Construction and Evaluation of a 2PE SDC Microscope.

The current CSU model, CSU-X1, contains 250-μm-diameter microlenses and 50-μm-diameter pinholes with 250-μm pitch (Fig. 1 A and B and Fig. S1B). The pinhole size has been designed for high magnification with high numerical aperture (NA) objectives set close to 1 Airy unit. To adapt 2PE, we modified the CSU configuration: the diameter of the microlenses was increased to 580 μm, and the interpinhole distance was increased to 580 μm (CSU-MP series). The larger microlens size was used to increase the throughput and concentration of excitation light (Fig. 1A, right column) to increase two-photon absorption efficiency. In addition, to evaluate the effect of the pinhole size, we constructed two pinhole array disks containing 55-μm- and 100-μm-diameter pinholes, respectively.

We first evaluated optical performance by point spread function (PSF) analysis (Fig. S3). The 2PE improved axial resolution by ∼8% over 1PE, while providing ∼4% less lateral resolution, as theoretically expected (18, 19). Next, we quantified the pinhole cross-talk by measuring the “sea response,” in which a densely fluorescent thick layer of solution was imaged by z-scanning to detect the axial response (20) (Fig. 1 C and D). The sea response is sensitive to secondary contributions from above and below the focal plane that are superimposed on the sectioned image. It is, therefore, a stringent test of the axial sectioning property. As shown in Fig. 1D, in the conventional 1PE-X1 setting, the background signal level reaches as high as >60% of total detected signals when sample thickness is increased. With larger interpinhole distance, the background level decreased to less than 40%, in proportion to the pinhole size. The 2PE significantly reduced the background noise; however, ∼6% transmission was detectable in 2PE-X1. In 2PE-MP models, the background noise was less than 0.5%.
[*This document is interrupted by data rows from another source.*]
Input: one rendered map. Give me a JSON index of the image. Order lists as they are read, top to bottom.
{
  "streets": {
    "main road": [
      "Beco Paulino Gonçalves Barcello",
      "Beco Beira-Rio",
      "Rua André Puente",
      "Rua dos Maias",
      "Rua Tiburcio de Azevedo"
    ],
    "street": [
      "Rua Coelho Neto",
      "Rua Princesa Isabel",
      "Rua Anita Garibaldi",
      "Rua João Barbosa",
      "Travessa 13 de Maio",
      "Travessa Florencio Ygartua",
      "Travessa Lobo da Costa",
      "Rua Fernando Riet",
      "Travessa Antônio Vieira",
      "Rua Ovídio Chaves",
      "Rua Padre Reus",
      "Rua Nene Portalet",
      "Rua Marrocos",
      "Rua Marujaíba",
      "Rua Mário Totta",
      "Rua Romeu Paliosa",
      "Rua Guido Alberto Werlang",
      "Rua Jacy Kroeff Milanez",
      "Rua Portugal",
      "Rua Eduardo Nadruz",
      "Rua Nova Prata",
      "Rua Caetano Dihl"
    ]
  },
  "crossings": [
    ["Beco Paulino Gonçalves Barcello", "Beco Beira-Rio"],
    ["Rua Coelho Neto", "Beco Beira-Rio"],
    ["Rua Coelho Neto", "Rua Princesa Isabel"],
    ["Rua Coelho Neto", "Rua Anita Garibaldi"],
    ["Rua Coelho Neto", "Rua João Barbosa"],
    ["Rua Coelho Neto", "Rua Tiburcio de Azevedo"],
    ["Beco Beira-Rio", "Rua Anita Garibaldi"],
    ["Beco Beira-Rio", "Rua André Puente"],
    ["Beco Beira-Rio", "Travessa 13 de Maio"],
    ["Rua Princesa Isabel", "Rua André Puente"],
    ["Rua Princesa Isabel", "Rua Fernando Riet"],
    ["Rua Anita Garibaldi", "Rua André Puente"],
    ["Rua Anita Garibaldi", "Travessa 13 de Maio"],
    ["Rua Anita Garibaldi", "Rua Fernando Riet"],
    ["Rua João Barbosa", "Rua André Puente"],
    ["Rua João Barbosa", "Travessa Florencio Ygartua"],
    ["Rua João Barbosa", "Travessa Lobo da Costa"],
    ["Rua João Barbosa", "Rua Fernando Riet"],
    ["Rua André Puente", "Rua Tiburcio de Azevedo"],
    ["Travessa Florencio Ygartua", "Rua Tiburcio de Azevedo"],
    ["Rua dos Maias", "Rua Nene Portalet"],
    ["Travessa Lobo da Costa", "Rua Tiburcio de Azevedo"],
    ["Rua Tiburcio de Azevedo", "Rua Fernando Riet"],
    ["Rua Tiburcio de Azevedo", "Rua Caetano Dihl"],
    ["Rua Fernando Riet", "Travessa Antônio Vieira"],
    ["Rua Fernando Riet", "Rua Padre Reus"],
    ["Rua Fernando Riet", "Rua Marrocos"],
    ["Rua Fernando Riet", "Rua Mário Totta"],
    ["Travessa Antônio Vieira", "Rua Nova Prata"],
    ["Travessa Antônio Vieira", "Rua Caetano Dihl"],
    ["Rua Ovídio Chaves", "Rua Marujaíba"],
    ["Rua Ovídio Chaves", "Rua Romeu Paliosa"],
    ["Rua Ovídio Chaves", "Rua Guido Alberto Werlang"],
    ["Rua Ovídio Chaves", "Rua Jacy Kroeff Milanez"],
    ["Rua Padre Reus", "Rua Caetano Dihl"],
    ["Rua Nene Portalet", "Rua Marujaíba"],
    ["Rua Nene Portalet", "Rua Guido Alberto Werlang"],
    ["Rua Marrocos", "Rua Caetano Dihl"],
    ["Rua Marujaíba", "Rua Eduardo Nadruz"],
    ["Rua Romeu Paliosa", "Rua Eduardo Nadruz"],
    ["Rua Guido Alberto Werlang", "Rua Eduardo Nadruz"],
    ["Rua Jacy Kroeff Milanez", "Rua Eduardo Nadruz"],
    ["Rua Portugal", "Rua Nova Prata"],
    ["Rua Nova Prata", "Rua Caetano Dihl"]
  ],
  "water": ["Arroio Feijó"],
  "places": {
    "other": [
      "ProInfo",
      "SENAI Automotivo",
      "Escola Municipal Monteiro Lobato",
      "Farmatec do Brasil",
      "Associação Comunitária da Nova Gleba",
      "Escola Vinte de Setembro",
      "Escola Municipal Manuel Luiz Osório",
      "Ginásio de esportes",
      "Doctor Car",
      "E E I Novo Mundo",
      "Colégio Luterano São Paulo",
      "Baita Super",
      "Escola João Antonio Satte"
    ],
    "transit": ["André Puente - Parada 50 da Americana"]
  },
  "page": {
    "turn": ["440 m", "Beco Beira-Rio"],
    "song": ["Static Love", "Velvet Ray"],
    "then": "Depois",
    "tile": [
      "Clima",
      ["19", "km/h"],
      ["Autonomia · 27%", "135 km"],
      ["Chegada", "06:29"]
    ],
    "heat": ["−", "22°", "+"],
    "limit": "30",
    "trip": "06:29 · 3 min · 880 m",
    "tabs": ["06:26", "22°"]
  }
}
To demonstrate the benefit of 2PE in the imaging of a bulky object, we imaged a pollen grain of ∼30 μm diameter that emits stable auto-fluorescence (Fig. 2 and Fig. S4). In 2PE, the signal contrast was much higher than that in 1PE, especially in the deepest region. The surface rendering demonstrated that with 2PE-MPφ55, details were visible even on the far side of the pollen grain along the observation axis, whereas with the 1PE-X1 setting, the far side was buried in the background haze (Fig. 2C and Movie S1).

Fig. 2.
Fig. 2.

Comparison of the optical sectioning capability of 1PE and 2PE-SDC for a bulky object. (A) Image of a pollen grain collected using CSU model X1 with 1PE (1PE-X1) and CSU model MPφ55 with 2PE (2PE-MPφ55) with an sCMOS camera. Voxel pitch (xyz): 56 × 56 × 200 nm, 194 stacks; depth: 0–38.8 μm. The images of the same pollen grain are shown in xz slices. For the full data set, see Fig. S4. (B) Fluorescence intensity (FI) profiles along the line (seven-pixel width) indicated in A. Black and red lines represent profiles for 1PE-X1 and 2PE-MPφ55, respectively. (C) Surface-rendered representation of the pollen grain. The threshold level was determined so as to display the same equatorial diameter. The entire surface of the 2PE image can be rendered, whereas with 1PE, high background noise interferes with the surface rendering, especially at the far side. Also see Movie S1. (Scale bars: 10 μm.)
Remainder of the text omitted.